A. You have your faith; I have mine.

B. I meant that no vertebrate transitional fossils exist.

C. I meant that no transitional fossils above taxonomic rank  (fill in blank), which means that none can exist.

D. I have quotes from  (give list of names) that say that no transitional fossils exist.

E. My understanding of _ theory (fill in blank) is that transitional fossils cannot exist.

F. My connotation of “transitional fossils” is __ (fill in blank), which means that none can exist.

G. I have a cool rebuttal of _ (fill in blank).

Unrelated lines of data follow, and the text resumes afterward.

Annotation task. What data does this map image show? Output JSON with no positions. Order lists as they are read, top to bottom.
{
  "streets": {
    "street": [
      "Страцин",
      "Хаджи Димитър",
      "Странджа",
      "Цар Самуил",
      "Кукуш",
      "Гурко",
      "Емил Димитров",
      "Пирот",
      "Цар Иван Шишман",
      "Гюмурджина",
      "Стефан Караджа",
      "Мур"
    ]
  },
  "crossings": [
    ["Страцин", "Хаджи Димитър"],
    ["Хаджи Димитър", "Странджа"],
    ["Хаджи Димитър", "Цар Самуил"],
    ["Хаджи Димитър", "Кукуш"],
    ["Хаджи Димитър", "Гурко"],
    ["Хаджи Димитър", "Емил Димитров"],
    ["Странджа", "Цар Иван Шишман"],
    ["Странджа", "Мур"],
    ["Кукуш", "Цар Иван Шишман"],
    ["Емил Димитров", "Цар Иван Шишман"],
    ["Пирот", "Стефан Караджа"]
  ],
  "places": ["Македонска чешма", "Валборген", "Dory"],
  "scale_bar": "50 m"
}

What were you saying about transitional fossils?

H. Even if the cited example does show transitional fossils, it doesn’t mean anything.

I. I cannot be bothered to support my claim, so I will not be giving you a reply.

J. I promise to support my claim Real Soon Now. I will be in touch. My reply will be devastating to you and completely and utterly convincing to everyone. Just you wait. It’s in the mail.

K. Provide the fossils for the transition from X to Y, which will let me ignore these fossils that actually exist. (Courtesy of “edwin voltaire” aka “evossler” 20030210.)

L. Person X says this challenge is bogus, therefore I don’t have to provide any response to actual evidence of transitional forms.


Kevin has the opportunity to prove Dawkins wrong the right way, by making a principled argument against evolution having occurred that is based upon the specific evidence at hand. Will he do that?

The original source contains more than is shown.